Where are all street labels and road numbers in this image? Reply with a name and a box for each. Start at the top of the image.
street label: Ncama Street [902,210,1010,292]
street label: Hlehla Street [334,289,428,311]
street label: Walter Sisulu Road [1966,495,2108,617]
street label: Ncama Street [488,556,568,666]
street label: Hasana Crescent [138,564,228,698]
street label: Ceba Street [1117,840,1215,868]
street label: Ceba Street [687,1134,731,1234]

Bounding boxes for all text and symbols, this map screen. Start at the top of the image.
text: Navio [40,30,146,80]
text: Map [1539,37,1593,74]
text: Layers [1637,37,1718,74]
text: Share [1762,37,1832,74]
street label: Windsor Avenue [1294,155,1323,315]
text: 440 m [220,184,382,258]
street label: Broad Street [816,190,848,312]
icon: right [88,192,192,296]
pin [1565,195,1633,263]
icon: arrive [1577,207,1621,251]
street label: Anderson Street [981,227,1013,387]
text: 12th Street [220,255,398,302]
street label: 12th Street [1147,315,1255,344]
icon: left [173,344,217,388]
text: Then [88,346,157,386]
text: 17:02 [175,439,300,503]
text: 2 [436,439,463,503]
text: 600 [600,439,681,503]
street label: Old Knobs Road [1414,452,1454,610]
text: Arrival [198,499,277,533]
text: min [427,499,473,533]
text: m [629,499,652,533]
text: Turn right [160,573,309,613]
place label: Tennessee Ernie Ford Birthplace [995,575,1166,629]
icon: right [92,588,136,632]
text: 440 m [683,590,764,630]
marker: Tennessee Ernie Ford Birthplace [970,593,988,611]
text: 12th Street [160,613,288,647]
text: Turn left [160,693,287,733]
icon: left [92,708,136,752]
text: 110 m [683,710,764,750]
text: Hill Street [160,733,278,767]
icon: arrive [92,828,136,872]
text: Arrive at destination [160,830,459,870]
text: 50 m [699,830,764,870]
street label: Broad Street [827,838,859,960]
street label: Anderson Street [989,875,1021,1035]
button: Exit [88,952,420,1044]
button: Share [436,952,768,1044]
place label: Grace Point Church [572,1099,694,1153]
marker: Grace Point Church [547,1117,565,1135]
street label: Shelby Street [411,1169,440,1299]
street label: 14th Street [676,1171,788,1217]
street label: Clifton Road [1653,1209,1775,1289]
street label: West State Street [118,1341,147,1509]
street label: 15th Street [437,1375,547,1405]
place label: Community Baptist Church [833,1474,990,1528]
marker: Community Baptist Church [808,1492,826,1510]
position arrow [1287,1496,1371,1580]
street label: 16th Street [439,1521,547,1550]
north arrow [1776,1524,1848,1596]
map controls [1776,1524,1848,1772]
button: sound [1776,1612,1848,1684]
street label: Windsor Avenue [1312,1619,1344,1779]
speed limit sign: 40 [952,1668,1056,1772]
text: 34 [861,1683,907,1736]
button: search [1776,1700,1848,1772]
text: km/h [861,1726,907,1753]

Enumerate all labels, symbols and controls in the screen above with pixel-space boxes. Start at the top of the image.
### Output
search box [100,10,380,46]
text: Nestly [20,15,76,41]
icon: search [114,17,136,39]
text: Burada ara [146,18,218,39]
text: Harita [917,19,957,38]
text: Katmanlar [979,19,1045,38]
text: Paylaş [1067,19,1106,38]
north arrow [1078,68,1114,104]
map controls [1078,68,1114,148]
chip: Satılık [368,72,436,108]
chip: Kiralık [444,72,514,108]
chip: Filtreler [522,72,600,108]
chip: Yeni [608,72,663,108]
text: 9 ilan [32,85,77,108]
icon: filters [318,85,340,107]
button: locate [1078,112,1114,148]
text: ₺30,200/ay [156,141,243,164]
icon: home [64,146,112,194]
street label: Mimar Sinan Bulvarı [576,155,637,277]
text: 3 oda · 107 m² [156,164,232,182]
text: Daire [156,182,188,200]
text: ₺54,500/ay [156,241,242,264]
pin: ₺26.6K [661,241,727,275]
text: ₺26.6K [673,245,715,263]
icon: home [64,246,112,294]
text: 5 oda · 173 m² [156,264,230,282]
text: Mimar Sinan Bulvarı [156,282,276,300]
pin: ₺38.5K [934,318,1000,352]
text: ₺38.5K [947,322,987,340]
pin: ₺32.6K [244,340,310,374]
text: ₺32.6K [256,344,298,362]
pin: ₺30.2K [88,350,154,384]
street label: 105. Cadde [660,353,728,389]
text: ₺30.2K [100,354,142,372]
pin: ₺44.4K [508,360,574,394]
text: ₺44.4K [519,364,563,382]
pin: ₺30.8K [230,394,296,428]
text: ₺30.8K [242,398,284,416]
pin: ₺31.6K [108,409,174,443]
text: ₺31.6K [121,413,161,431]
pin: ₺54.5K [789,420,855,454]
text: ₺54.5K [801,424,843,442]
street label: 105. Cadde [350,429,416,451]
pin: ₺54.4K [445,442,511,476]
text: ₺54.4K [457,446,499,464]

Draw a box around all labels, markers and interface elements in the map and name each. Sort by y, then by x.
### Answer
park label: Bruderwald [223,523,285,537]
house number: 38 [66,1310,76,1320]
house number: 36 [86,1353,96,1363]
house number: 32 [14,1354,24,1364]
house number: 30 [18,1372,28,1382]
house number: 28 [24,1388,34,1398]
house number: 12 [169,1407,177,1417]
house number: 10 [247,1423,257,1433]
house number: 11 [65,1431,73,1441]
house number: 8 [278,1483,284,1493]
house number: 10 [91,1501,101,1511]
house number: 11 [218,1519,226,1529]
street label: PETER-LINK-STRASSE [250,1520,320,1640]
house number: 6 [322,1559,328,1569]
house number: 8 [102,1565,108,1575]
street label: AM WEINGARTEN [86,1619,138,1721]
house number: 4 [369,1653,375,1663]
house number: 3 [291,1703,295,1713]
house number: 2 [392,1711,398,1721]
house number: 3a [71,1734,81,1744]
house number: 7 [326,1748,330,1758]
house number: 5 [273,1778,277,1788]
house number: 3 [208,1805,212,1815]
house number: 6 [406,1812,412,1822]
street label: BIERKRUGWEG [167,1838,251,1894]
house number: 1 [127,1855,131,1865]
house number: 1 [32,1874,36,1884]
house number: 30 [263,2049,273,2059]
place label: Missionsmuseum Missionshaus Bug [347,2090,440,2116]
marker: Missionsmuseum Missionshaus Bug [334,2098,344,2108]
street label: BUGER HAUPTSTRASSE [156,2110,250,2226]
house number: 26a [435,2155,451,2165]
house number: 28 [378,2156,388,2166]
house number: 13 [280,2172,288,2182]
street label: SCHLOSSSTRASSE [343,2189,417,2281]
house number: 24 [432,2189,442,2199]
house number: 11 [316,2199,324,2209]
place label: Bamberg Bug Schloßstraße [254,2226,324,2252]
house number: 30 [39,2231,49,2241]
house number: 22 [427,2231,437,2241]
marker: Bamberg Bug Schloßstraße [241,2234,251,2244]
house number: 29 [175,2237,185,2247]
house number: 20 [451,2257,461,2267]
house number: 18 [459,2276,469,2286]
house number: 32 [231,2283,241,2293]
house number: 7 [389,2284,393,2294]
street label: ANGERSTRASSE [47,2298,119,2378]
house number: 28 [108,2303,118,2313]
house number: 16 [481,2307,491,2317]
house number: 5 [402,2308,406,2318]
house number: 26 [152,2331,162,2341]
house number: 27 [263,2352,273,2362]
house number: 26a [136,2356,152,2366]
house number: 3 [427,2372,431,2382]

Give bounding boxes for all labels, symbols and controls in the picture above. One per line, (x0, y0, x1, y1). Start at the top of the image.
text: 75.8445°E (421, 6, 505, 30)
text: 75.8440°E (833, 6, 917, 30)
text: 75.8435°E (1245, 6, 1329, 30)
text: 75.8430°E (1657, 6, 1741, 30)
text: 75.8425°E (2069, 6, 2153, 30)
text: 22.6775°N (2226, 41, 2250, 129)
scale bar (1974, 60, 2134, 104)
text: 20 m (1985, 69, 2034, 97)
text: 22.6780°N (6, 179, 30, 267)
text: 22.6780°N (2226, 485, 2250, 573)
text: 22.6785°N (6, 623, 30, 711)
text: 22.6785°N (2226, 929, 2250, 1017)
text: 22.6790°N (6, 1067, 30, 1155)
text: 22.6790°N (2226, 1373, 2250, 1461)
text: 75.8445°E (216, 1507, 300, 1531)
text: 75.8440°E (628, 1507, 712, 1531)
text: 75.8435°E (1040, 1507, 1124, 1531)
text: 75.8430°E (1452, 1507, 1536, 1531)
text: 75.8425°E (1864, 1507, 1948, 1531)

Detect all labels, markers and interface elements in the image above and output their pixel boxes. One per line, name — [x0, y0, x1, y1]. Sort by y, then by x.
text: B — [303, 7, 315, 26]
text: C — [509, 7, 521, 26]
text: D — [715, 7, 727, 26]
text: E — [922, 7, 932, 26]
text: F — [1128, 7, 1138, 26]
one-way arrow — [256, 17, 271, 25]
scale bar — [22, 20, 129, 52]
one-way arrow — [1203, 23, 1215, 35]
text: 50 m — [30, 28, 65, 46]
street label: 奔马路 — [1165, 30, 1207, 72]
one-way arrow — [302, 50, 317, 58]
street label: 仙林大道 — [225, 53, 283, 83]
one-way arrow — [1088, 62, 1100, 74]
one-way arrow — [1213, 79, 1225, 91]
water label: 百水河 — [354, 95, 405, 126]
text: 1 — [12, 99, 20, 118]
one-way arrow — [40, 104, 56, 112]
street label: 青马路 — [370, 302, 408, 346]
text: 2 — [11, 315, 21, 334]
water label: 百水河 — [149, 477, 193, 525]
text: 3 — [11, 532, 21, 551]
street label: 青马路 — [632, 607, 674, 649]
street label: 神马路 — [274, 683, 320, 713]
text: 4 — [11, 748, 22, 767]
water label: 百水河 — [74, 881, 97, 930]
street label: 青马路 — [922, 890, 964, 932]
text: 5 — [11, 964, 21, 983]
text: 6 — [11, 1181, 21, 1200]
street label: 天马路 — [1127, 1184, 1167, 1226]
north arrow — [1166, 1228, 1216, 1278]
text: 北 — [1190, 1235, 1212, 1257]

※ ※ ※

## PROBLEM TO WORK ON
Each line of the entries above that has the word "Turn" is to be copied.

## RESPONSE BOX
text: Turn right [160,573,309,613]
text: Turn left [160,693,287,733]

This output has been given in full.